Repeat the listing that follows exactly. Pictures are not part of the copy.

Records provided:
____
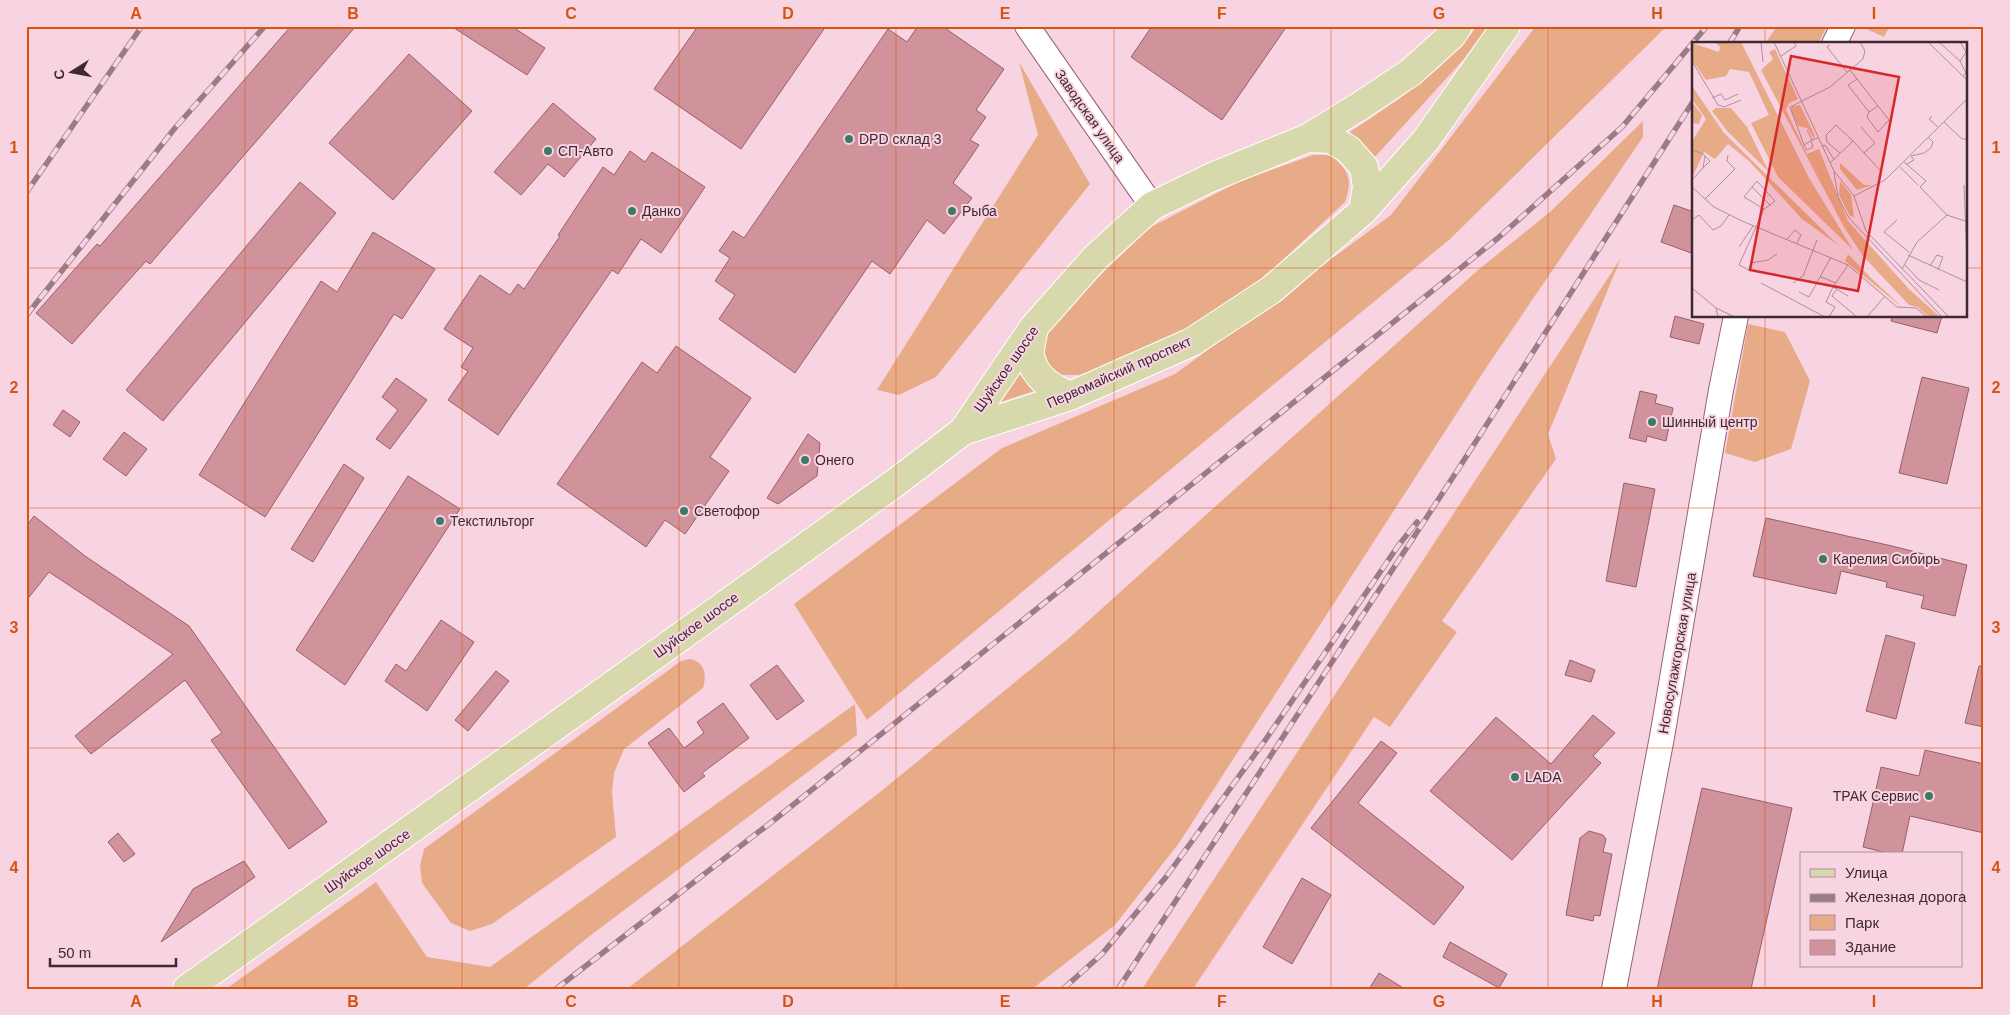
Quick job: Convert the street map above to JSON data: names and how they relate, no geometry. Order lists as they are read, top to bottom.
{
  "streets": {
    "main road": [
      "Заводская улица",
      "Шуйское шоссе",
      "Первомайский проспект",
      "Новосулажгорская улица"
    ]
  },
  "crossings": [
    ["Заводская улица", "Шуйское шоссе"],
    ["Шуйское шоссе", "Первомайский проспект"]
  ],
  "places": [
    "DPD склад 3",
    "СП-Авто",
    "Данко",
    "Рыба",
    "Шинный центр",
    "Онего",
    "Светофор",
    "Текстильторг",
    "Карелия Сибирь",
    "LADA",
    "ТРАК Сервис"
  ],
  "legend": [
    "Улица",
    "Железная дорога",
    "Парк",
    "Здание"
  ],
  "scale_bar": "50 m",
  "north": "left",
  "grid": {
    "columns": [
      "A",
      "B",
      "C",
      "D",
      "E",
      "F",
      "G",
      "H",
      "I"
    ],
    "rows": [
      "1",
      "2",
      "3",
      "4"
    ]
  }
}
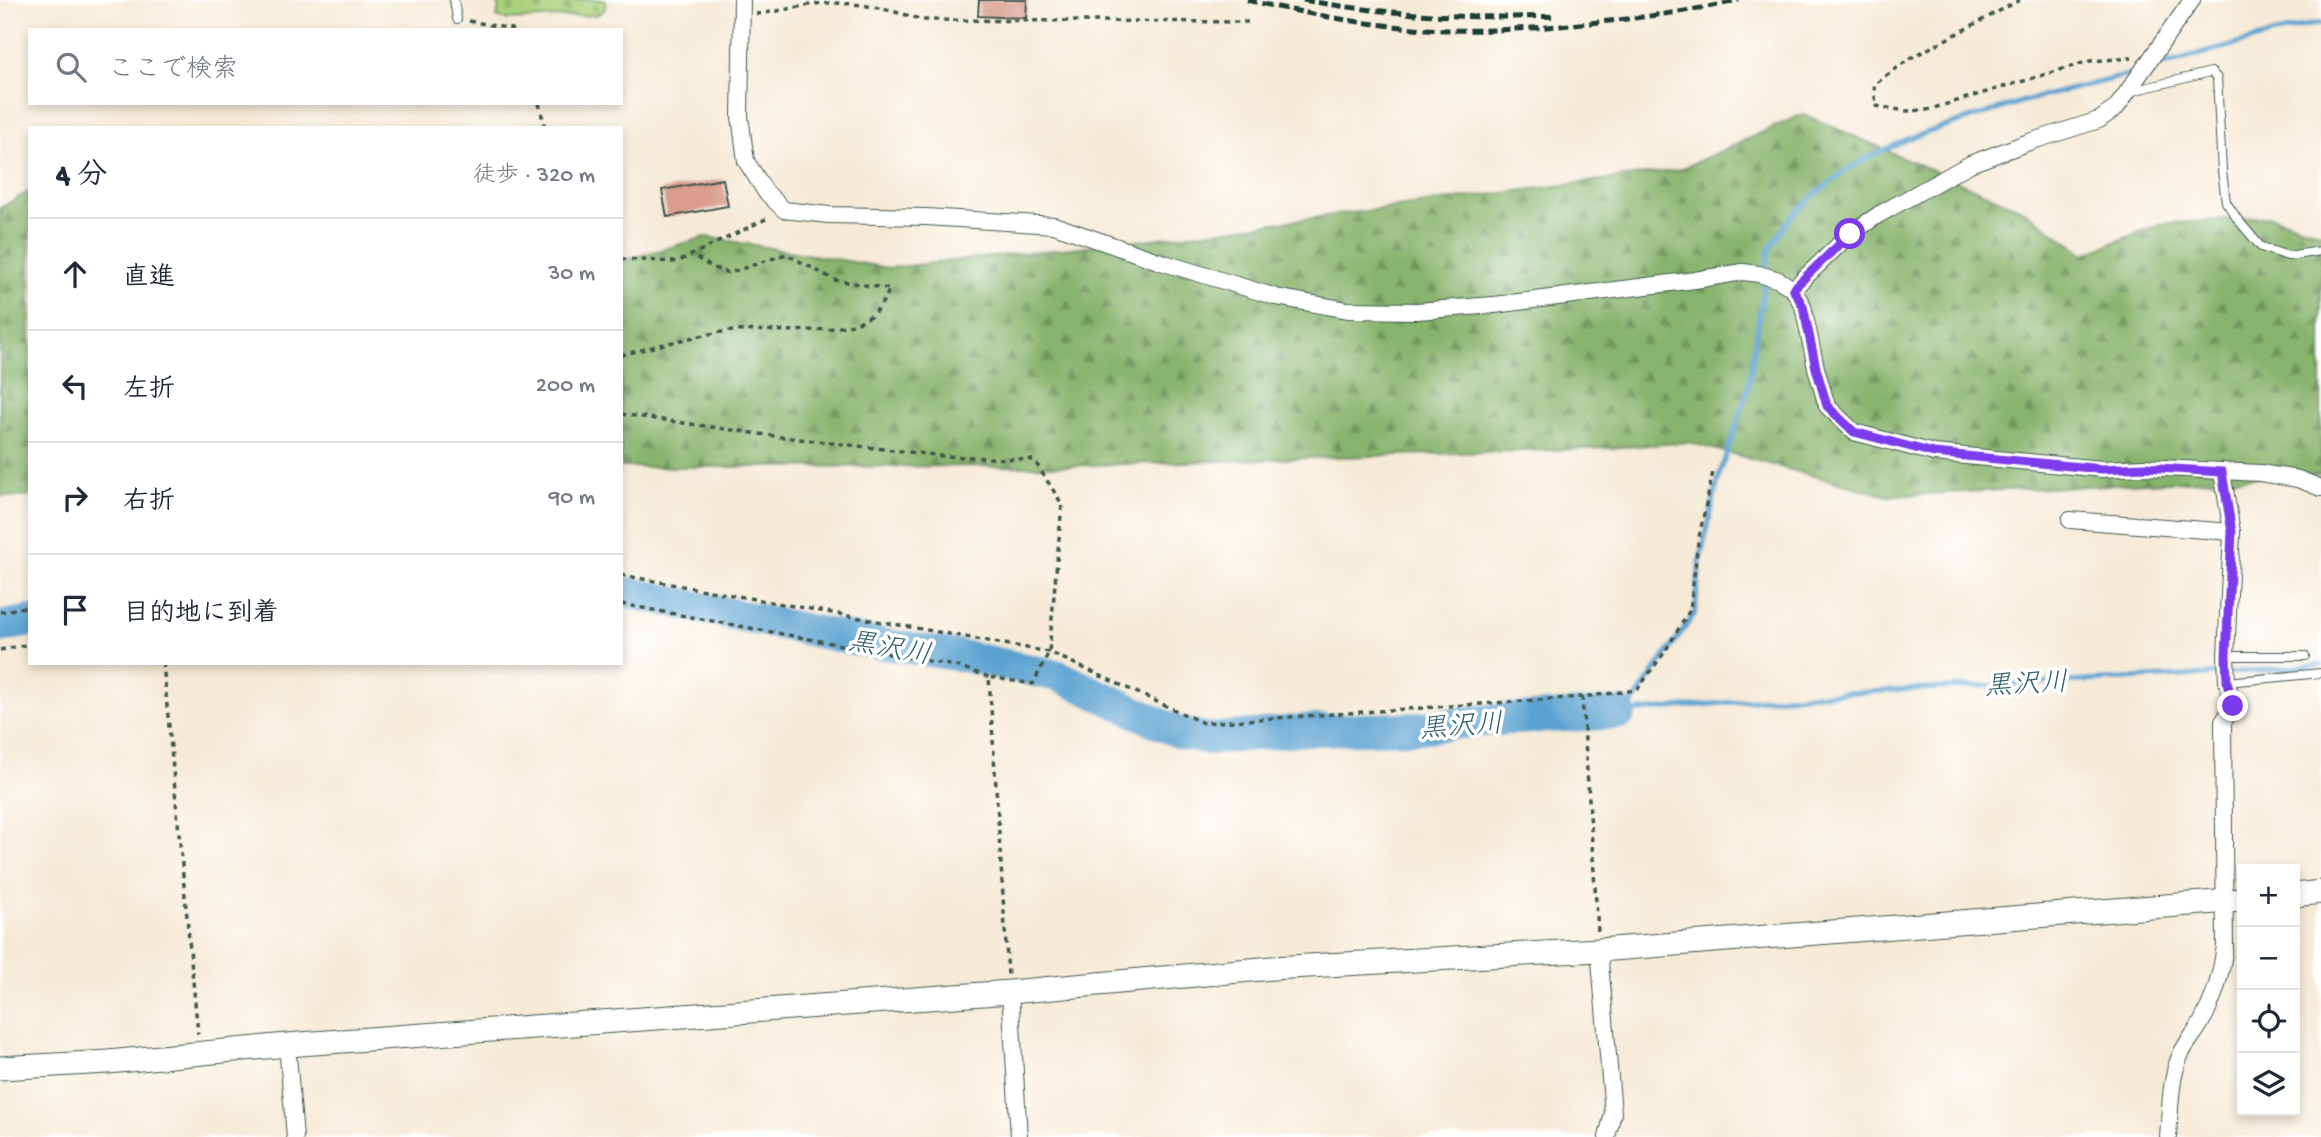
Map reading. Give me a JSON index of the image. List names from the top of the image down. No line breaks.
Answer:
{"water":["黒沢川"],"page":{"search":"ここで検索","heading":["4 分","徒歩 · 320 m"],"list":[["直進","30 m"],["左折","200 m"],["右折","90 m"],"目的地に到着"],"map_buttons":["+","−"]}}
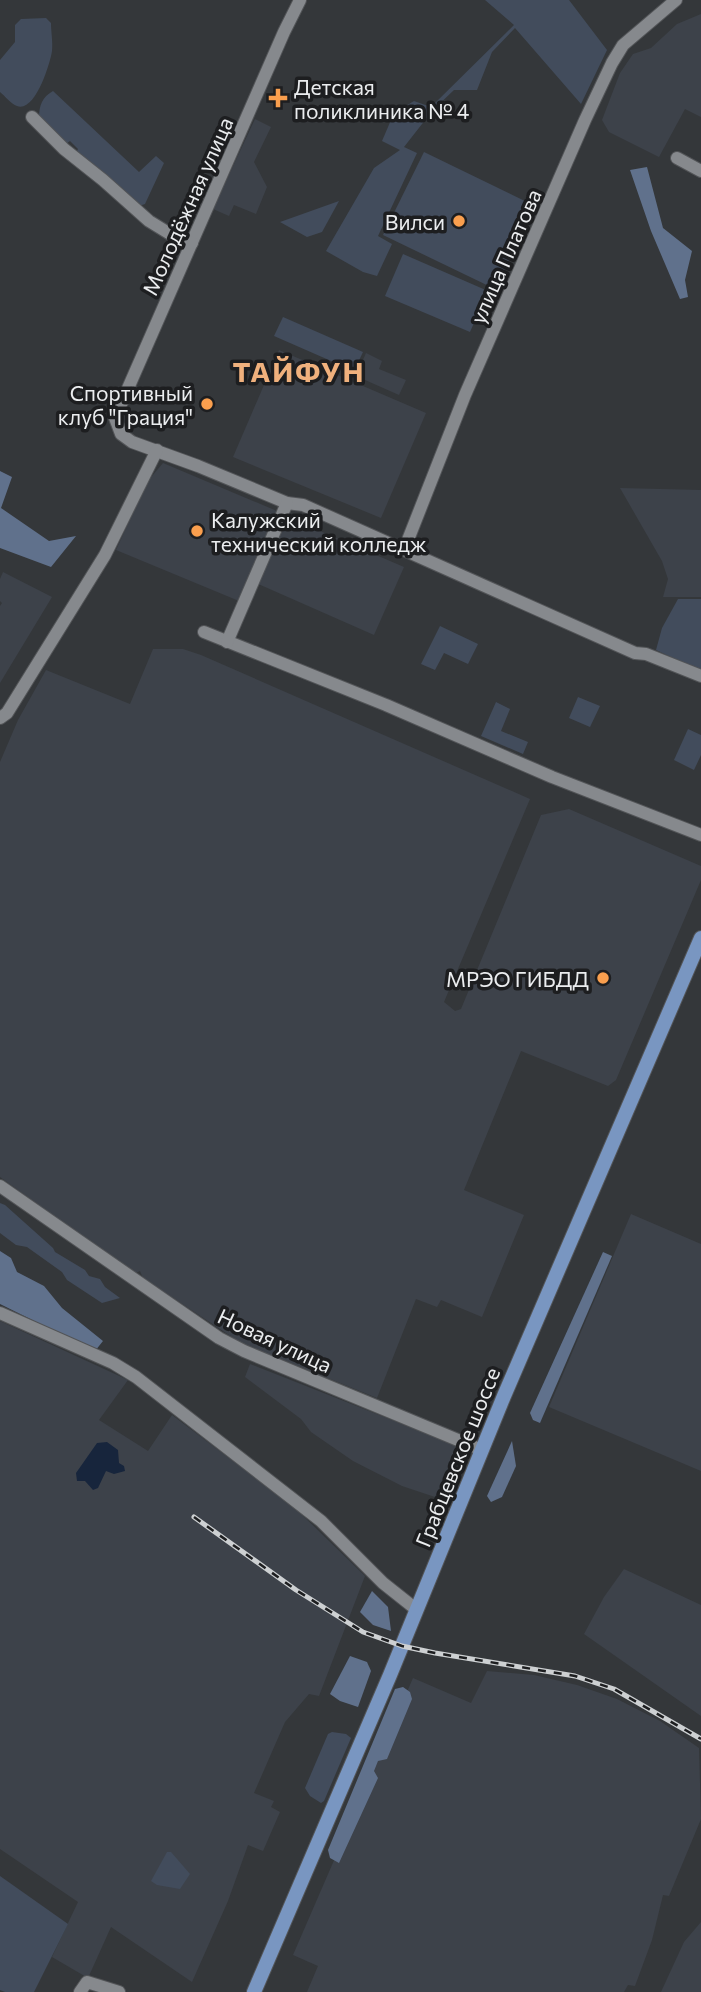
____
Exercise result:
Quick job: Convert the street map above to JSON data: names and how they relate, no geometry. Order lists as they are read, top to bottom.
{
  "streets": {
    "main road": [
      "Заводская улица",
      "Шуйское шоссе",
      "Первомайский проспект",
      "Новосулажгорская улица"
    ]
  },
  "crossings": [
    ["Заводская улица", "Шуйское шоссе"],
    ["Шуйское шоссе", "Первомайский проспект"]
  ],
  "places": [
    "DPD склад 3",
    "СП-Авто",
    "Данко",
    "Рыба",
    "Шинный центр",
    "Онего",
    "Светофор",
    "Текстильторг",
    "Карелия Сибирь",
    "LADA",
    "ТРАК Сервис"
  ],
  "legend": [
    "Улица",
    "Железная дорога",
    "Парк",
    "Здание"
  ],
  "scale_bar": "50 m",
  "north": "left",
  "grid": {
    "columns": [
      "A",
      "B",
      "C",
      "D",
      "E",
      "F",
      "G",
      "H",
      "I"
    ],
    "rows": [
      "1",
      "2",
      "3",
      "4"
    ]
  }
}
Map reading. Give me a JSON index of the image. List names from the top of the image down. No line breaks.
Answer:
{"water":["黒沢川"],"page":{"search":"ここで検索","heading":["4 分","徒歩 · 320 m"],"list":[["直進","30 m"],["左折","200 m"],["右折","90 m"],"目的地に到着"],"map_buttons":["+","−"]}}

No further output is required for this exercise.